ROMA, lunedì, 22 febbraio 2010 (ZENIT.org).- "L'America è una nazione con l'anima di una Chiesa", ha detto una volta lo scrittore e giornalista inglese Gilbert K. Chesterton. E infatti Dio compare nel motto riportato sui dollari e nella formula del giuramento alla bandiera che i bambini prestano a scuola, e a lui è dedicata la più americana delle feste, il Thanksgiving Day.
Ogni nuovo inquilino della Casa Bianca, inoltre, è chiamato a giurare invocando l'aiuto di Dio e molti di loro nella storia del Paese hanno fatto un continuo richiamo alla religione per giustificare le decisioni più importanti. Ma che fisionomia ha il Dio del primo presidente afroamericano degli Stati Uniti? E soprattutto, quanto le sue convinzioni religiose trovano riflesso nella sua azione politica?
A rispondere a queste e altre domande ci pensa ora un saggio dal titolo ''Dio e Obama. Fede e politica alla Casa Bianca'' (Effatà Editrice), scritto da Alessandro Gisotti, 35 anni, redattore del Radiogiornale di Radio Vaticana, che insegna giornalismo all'Istituto Massimiliano Massimo di Roma e si è occupato di politica americana per la rivista "Ideazione" e per il quotidiano "L'Indipendente".
Il libro ripercorre la complessa parabola personale di Barack Obama: dall'adolescenza nel melting pot hawaiano e dallo scetticismo religioso respirato in famiglia, alla difficile ricerca di una identità, lui che è figlio di un emigrato africano e di una donna bianca di provincia, fino all'adesione al cristianesimo afrocentrico della Trinity United Church of Christ di Chicago.
Un vita quella di Obama ricalcata sui grandi ideali della nuova frontiera e del sogno americano, sulla scia di Kennedy e di Martin Luther King; e una fede nutrita con gli scritti di Sant'Agostino, dei teologi della Liberazione e del teologo protestante Reinold Niebuhr.
Nel volume Gisotti indaga con scrupolo giornalistico la capacità di Obama di intercettare la sensibilità dell’elettorato religioso ma anche la sua posizione non sempre lineare su questioni come l'aborto, che lo vedono da una parte fautore di una sua sostanziale liberalizzazione e dall'altra favorevole a una sua limitazione.
Il Dio di Obama che emerge, scrive Gianfranco Fabi nella prefazione, "è semplicemente un Dio contemporaneo, un Dio che parla all'uomo d'oggi e che propone non tanto delle certezze, ma un cammino, un difficile cammino comunque di fede".
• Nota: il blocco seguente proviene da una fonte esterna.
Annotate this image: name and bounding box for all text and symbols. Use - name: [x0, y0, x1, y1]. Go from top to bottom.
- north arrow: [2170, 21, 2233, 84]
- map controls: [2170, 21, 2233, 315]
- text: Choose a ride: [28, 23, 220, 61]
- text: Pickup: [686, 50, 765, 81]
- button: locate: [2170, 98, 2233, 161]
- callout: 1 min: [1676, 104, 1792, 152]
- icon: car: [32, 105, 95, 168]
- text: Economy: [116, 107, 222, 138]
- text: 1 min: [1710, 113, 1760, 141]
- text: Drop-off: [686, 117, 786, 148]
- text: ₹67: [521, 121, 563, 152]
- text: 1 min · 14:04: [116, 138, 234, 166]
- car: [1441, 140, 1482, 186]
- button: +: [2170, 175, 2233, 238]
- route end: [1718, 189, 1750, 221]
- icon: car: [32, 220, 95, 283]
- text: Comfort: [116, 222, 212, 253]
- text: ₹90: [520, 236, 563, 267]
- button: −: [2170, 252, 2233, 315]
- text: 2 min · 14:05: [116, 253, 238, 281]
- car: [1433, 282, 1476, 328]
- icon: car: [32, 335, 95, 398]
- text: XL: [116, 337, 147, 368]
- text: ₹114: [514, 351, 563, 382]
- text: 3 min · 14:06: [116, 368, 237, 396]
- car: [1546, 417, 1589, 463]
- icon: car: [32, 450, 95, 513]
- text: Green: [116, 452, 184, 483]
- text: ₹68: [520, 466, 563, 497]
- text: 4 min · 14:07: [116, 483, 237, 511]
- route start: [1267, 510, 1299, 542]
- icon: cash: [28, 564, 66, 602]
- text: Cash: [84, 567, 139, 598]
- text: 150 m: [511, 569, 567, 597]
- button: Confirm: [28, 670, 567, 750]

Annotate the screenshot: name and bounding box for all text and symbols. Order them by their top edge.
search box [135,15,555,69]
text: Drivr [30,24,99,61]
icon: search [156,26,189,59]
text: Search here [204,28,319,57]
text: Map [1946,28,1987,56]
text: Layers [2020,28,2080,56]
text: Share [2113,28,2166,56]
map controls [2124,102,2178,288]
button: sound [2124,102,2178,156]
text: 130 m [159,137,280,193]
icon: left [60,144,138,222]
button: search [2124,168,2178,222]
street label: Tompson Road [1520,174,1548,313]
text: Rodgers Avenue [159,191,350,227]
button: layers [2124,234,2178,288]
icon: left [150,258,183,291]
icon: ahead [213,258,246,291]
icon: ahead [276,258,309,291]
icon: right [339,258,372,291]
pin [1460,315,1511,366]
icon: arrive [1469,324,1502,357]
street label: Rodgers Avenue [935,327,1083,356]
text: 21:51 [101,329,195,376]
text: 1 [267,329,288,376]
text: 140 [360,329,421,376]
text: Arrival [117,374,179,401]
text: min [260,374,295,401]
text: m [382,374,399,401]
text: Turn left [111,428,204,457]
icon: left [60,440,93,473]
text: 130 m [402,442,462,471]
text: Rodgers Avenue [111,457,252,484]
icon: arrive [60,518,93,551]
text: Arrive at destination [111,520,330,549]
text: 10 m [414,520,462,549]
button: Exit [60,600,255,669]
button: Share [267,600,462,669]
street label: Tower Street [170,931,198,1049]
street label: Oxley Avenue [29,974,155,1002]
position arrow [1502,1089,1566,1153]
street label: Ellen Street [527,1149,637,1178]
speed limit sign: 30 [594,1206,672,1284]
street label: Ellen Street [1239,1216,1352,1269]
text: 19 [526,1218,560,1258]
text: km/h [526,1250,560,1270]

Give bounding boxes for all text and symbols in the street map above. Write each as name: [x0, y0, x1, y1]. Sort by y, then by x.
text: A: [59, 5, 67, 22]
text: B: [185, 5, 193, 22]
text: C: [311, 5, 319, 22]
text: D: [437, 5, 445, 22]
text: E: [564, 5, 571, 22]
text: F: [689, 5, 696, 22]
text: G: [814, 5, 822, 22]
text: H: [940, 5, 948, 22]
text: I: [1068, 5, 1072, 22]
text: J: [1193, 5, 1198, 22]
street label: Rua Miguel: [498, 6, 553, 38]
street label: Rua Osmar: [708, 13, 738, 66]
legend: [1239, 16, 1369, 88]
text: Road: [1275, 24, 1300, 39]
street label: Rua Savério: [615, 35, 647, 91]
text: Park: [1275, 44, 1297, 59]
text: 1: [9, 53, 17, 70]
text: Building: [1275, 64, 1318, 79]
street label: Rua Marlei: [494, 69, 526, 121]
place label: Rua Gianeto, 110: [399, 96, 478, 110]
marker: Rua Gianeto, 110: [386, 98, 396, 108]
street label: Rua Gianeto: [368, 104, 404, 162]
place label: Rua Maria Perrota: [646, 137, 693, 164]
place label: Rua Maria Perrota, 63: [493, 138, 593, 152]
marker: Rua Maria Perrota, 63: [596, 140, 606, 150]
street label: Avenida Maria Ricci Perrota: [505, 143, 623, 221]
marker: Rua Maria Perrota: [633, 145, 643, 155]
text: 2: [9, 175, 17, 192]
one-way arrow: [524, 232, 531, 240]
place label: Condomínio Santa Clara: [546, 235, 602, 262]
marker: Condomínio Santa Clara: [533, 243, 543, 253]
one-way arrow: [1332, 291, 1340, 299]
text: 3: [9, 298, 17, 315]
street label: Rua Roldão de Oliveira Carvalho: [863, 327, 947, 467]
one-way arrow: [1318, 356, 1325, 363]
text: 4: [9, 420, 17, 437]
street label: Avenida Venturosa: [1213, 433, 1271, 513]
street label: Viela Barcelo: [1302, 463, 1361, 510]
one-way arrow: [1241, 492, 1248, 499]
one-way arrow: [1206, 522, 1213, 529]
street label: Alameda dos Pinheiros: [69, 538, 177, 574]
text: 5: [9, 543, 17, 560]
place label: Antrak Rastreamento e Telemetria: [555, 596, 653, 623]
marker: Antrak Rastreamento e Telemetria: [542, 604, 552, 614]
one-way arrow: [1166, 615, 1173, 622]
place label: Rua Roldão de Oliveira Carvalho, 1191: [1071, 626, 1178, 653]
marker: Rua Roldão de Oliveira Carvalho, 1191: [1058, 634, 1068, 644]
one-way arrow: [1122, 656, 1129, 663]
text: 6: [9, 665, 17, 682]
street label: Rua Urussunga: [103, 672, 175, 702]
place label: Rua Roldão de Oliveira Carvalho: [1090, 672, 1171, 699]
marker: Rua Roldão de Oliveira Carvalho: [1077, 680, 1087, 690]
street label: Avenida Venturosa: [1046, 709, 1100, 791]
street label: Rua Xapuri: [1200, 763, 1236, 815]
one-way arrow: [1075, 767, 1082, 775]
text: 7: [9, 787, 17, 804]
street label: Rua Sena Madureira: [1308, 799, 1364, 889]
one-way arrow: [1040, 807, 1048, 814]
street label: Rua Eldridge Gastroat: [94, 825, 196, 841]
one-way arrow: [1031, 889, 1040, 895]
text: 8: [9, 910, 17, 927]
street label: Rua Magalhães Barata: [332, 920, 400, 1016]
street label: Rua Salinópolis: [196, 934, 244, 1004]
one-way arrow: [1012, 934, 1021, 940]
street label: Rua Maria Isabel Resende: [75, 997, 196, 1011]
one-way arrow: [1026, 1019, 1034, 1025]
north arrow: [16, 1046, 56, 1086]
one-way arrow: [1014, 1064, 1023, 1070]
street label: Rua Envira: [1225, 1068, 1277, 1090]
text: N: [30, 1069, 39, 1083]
Per approfondire alcuni dei temi evidenziati nel libro, ZENIT ne ha intervistato l'autore.
Quali sono le differenze che separano l'ex presidente Bush da Obama nel loro modo di approcciarsi alle diverse religioni e qual è la portata innovativa di alcuni gesti di apertura compiuti da Obama nei confronti dell'Islam?
Gisotti: Con una formula estremamente sintetica, si potrebbe dire che George W. Bush ha una visione più identitaria del fenomeno religioso, mentre Barack Obama punta più sull'aspetto del dialogo e dell'inclusione. Pensiamo, per esempio, allo storico discorso rivolto al mondo musulmano, all'università Al Azhar del Cairo. Ovviamente su questi differenti approcci influisce molto la storia personale e non solo politica dei due personaggi. Nel mio libro, tuttavia, riprendendo Alexis de Tocqueville, tengo a sottolineare che in America la religione è considerata come la "prima delle istituzioni politiche". Un dato che, nonostante i profondi cambiamenti avvenuti nel tempo, è tuttora condiviso e riconoscibile nell'America del XXI secolo. Ancora oggi, i sondaggi ci dicono che il 92 per cento degli americani crede nell'esistenza di Dio. Dunque, per dirla con una battuta: che si tratti di un presidente democratico o repubblicano, Dio è sempre presente alla Casa Bianca.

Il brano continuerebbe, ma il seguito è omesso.